So just when I got in to the swing of things as an event planner, I became a teacher; something I said I'd never be. And it's not because the profession is beneath me, but because when you grow up in a small town in Texas, its automatically assumed this is what you'll become, and I had spent most of my life, trying to surpass small town expectations. Plus, my entire family network is made up of teachers and I wanted to be different.
Homeschooling your own kids is different than being a classroom teacher in just about every aspect. So I went into the job with apprehension and insecurity because I wasn't trained for this, even though I had been homeschooling for several years. My safeguard was that it was a classical school and I had a grasp of the methodoligy and a fresh outlook on what education should be. I may have not been a trained, experienced teacher, but I felt like I could at least be passionate about educating the whole child. Plus, I felt it was an inspired calling so obviousely, the Lord would guide me.

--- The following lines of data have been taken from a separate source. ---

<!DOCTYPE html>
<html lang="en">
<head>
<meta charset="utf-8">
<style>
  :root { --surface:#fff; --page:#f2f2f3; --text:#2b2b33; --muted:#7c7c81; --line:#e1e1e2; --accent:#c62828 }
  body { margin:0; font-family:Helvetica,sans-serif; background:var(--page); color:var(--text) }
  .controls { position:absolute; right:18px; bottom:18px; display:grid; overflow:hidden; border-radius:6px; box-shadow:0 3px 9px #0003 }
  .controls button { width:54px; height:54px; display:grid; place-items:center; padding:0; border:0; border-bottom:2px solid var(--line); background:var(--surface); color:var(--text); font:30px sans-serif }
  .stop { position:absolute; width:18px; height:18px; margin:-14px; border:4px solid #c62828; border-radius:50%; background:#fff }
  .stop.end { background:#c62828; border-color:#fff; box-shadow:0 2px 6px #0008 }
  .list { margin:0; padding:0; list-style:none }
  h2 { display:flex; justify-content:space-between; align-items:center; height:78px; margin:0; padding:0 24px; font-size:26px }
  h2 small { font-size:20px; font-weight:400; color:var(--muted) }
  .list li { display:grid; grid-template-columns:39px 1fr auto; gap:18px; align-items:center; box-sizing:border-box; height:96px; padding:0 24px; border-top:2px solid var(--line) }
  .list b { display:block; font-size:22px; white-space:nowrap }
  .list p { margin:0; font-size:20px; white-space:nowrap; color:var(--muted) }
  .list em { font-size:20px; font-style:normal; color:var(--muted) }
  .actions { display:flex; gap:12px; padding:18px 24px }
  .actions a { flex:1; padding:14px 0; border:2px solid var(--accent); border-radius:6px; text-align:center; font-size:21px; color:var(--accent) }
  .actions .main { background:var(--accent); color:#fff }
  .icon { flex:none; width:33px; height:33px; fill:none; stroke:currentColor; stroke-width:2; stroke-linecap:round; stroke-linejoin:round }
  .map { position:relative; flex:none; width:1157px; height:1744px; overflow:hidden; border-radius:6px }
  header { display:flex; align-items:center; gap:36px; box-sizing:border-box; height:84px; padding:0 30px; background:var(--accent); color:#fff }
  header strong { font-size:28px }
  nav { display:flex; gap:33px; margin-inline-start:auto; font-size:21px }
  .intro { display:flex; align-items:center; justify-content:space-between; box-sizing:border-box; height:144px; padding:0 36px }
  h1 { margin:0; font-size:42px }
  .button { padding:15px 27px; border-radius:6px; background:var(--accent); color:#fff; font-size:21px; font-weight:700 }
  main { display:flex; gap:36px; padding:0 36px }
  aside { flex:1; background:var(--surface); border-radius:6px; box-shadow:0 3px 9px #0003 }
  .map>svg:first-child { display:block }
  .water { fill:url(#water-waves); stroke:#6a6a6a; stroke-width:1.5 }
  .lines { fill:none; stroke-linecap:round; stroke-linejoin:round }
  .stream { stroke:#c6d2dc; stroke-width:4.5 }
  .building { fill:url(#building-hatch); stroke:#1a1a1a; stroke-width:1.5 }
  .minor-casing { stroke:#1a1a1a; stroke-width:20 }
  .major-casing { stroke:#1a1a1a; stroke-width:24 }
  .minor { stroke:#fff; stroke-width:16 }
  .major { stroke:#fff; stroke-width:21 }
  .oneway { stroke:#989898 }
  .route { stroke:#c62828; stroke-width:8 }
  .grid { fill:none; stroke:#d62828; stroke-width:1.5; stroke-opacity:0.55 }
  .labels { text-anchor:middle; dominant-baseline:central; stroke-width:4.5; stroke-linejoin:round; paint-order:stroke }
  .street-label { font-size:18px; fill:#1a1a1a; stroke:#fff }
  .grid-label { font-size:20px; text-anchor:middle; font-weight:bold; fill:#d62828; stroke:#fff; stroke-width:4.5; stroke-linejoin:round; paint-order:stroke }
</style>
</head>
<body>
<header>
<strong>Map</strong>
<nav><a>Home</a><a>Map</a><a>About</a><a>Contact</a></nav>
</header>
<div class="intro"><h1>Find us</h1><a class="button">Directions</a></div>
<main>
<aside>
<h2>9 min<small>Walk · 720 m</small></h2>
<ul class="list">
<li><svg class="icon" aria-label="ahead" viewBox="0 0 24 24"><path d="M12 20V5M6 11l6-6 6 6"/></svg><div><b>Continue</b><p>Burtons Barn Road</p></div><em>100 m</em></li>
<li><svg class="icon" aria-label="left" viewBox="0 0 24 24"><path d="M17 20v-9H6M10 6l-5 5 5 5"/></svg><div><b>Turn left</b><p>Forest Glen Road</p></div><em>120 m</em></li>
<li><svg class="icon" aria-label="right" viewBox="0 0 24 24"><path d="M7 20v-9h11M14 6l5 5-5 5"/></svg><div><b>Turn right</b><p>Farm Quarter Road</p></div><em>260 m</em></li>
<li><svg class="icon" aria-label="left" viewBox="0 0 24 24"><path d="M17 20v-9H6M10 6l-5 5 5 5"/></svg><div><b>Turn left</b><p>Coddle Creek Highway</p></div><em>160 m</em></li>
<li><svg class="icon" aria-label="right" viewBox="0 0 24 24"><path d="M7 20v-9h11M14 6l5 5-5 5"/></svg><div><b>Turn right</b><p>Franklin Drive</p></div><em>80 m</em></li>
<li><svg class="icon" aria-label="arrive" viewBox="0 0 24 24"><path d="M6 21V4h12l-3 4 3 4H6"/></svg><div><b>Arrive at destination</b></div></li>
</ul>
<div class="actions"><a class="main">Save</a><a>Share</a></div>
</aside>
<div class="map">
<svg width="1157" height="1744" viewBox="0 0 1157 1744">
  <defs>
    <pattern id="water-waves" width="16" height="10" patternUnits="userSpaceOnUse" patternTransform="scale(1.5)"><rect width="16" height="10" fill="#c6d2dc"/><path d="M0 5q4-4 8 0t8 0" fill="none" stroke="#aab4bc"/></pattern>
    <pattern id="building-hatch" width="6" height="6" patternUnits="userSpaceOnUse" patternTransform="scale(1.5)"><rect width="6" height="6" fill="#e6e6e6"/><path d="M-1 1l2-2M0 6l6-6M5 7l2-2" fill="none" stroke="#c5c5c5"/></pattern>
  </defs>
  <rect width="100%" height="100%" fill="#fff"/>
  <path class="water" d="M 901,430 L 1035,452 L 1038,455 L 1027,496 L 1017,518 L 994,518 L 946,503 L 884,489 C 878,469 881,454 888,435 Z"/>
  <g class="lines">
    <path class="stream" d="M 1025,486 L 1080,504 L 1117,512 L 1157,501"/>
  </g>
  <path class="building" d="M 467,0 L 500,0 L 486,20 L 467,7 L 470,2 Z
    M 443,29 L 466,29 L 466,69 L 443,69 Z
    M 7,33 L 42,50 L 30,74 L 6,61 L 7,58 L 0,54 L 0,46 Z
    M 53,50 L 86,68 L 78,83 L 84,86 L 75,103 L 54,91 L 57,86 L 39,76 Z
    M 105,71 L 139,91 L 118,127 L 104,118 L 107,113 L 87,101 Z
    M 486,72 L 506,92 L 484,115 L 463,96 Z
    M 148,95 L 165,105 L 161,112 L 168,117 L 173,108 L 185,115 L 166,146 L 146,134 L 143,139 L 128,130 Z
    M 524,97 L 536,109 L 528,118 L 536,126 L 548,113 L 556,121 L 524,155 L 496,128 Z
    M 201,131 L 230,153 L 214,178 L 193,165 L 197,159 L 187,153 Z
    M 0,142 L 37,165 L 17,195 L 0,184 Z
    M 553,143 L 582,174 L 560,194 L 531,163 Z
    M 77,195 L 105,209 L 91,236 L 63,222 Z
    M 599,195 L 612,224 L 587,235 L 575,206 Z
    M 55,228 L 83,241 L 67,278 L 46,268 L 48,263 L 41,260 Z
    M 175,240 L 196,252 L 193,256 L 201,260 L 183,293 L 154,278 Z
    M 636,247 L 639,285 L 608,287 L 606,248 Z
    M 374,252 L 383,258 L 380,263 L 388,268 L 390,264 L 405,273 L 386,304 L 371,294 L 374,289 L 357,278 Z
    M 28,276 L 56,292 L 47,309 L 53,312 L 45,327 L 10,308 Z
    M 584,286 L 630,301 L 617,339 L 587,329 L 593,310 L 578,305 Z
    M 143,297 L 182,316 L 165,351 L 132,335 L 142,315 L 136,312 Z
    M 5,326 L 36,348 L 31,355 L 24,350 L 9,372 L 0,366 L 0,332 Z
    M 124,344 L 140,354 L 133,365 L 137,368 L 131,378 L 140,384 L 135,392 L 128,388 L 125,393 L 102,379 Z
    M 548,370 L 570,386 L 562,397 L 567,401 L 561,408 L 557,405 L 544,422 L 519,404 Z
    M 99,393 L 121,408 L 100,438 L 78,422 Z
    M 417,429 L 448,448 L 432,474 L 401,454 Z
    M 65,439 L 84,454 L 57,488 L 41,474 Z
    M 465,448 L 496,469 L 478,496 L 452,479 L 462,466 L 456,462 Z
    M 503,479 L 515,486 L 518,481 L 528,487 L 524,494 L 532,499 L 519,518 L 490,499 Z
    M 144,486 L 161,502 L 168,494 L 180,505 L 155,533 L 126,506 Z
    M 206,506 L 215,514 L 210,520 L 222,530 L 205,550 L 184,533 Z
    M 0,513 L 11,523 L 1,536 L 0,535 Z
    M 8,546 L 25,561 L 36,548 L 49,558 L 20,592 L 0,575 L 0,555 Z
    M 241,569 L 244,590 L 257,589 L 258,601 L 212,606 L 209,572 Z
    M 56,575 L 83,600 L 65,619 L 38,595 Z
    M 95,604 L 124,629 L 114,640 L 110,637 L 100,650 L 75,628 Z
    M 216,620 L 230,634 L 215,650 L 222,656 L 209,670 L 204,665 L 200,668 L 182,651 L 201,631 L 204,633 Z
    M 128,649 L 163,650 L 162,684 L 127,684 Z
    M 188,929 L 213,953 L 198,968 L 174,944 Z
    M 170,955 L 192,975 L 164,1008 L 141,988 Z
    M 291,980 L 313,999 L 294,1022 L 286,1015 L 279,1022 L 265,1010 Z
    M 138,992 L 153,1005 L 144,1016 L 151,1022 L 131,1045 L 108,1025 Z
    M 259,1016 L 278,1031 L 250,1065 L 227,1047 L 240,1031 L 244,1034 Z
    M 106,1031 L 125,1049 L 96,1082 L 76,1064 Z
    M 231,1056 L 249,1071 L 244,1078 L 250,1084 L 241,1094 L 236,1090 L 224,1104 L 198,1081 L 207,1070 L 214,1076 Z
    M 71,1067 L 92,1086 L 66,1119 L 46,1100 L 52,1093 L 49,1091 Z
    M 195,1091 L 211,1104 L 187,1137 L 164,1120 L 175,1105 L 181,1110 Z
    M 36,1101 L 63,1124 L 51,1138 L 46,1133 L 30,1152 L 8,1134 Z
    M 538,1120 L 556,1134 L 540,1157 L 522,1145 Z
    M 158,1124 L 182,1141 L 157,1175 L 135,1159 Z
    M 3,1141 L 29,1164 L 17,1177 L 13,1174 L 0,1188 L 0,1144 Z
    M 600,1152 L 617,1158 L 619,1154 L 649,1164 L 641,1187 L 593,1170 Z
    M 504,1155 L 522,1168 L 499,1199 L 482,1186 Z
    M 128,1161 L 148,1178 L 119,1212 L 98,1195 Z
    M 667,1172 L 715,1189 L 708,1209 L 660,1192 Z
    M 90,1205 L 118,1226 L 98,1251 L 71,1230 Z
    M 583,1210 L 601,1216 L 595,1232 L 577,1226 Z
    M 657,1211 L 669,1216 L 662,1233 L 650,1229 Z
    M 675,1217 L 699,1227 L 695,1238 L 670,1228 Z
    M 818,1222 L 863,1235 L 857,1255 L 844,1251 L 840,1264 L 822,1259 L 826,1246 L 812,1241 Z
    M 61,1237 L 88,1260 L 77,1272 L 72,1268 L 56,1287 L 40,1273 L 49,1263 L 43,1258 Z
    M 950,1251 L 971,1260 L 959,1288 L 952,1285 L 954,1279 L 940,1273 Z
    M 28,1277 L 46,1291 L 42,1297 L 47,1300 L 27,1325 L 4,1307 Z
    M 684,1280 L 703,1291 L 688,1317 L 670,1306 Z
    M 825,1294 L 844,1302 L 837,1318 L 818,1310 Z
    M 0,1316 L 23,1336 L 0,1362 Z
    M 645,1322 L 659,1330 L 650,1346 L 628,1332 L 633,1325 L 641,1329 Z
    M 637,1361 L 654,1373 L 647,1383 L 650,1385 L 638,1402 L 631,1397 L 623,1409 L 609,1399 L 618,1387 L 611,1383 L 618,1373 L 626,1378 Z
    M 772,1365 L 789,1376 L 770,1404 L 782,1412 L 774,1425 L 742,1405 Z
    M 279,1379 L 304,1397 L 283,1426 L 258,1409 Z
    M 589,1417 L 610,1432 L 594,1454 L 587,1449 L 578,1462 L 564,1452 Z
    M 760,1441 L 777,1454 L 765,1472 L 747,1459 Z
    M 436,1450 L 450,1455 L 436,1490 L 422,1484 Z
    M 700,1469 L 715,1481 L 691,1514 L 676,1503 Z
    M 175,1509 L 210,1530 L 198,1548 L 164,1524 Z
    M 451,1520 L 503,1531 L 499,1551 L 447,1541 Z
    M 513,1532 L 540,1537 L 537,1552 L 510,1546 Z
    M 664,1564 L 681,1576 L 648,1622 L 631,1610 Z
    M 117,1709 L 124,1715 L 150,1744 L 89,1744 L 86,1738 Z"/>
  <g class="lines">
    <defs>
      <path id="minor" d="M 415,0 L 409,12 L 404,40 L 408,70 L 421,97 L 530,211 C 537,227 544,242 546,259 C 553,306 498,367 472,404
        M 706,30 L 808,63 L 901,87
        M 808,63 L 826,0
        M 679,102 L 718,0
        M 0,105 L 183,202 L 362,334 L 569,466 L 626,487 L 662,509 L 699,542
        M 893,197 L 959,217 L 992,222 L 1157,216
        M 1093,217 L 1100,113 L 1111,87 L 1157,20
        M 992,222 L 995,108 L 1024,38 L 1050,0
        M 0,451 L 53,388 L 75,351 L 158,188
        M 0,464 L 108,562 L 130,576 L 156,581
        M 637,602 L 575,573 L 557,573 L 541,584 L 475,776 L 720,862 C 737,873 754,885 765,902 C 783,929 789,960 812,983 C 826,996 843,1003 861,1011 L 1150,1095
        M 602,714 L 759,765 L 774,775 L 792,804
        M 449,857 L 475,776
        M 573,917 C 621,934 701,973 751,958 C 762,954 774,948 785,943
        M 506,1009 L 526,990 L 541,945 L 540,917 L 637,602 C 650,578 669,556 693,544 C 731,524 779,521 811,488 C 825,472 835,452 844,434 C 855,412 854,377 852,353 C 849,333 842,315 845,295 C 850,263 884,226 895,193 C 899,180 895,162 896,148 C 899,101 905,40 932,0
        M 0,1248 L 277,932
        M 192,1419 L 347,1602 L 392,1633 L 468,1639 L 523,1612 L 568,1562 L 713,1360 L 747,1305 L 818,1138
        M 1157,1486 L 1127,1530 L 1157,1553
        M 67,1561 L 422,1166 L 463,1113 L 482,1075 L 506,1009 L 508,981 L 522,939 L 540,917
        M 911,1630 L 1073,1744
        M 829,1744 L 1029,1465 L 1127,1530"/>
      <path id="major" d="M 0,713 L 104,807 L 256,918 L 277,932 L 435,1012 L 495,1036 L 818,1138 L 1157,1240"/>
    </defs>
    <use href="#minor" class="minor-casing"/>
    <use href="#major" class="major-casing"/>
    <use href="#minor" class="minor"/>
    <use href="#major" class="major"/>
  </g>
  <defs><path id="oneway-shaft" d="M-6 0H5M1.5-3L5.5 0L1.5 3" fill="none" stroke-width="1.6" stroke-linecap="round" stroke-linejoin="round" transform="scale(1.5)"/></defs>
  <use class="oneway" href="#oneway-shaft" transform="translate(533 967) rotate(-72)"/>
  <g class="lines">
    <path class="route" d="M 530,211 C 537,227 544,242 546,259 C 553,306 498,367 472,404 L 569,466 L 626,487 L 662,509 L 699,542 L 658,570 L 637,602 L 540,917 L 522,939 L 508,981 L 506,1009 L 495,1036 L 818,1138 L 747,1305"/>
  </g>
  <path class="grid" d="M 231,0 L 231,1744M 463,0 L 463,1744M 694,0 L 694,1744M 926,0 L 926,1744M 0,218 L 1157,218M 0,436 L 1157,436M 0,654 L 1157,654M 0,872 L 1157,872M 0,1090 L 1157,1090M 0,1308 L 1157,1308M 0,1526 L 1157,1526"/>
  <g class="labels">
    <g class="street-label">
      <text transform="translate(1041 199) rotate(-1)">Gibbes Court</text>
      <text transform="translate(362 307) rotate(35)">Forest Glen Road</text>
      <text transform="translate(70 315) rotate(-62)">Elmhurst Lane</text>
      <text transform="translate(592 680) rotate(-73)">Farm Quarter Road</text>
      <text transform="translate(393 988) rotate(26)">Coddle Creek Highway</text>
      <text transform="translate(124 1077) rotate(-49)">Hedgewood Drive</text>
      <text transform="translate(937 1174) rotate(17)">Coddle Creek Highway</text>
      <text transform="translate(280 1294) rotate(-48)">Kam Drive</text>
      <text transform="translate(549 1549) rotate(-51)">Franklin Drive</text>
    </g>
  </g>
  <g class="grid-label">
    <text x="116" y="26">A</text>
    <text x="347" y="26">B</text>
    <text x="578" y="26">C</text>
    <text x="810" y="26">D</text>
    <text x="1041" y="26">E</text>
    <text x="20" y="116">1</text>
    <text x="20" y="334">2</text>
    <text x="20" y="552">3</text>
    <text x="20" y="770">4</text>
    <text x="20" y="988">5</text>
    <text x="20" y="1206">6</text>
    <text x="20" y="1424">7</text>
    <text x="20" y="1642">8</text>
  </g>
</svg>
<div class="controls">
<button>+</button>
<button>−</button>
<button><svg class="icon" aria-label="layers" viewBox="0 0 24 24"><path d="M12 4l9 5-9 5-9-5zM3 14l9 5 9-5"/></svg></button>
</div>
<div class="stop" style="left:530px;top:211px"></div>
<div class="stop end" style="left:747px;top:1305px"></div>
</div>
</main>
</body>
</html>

I had a wonderful year teaching eight children. It gave me an entirely new appreciation for teachers and for private schools. I loved my class so much and felt like they were an extension of my own family. I was able to implement things in my classroom that I never had in my own education, in addition to intertwine God into the framework of the entire day so that not only was it an education but also a misnistry of sorts. And it was exhausting. Holy cow, who knew how much work it would be!
I had an unrealistic expectation that I'd be so much closer to my own children and could participate more in their classroom events, but was I wrong! I don't think I went to one classroom party for my own kids. I missed every field trip and didn't have the time to visit my daughters preK classroom once, like most other moms. I was so busy planning, grading, fundraising, directing the Christmas play, taking my own class on field trips that I missed everything my own children were involved in.
Even though it was exhausing, it was satisfying work. I was totally invested in the mission of the christian school, invested in the mission of classical education in a remote, rural town. I had great dreams for what the school would become and for the roles my children would play in its growth. It never surpassed our homeschool experience, but it came close. At the end of the school year I found a new self confidence that the next year it would be even better because I would know what I was doing... but there would be no next year, because things were about to change again.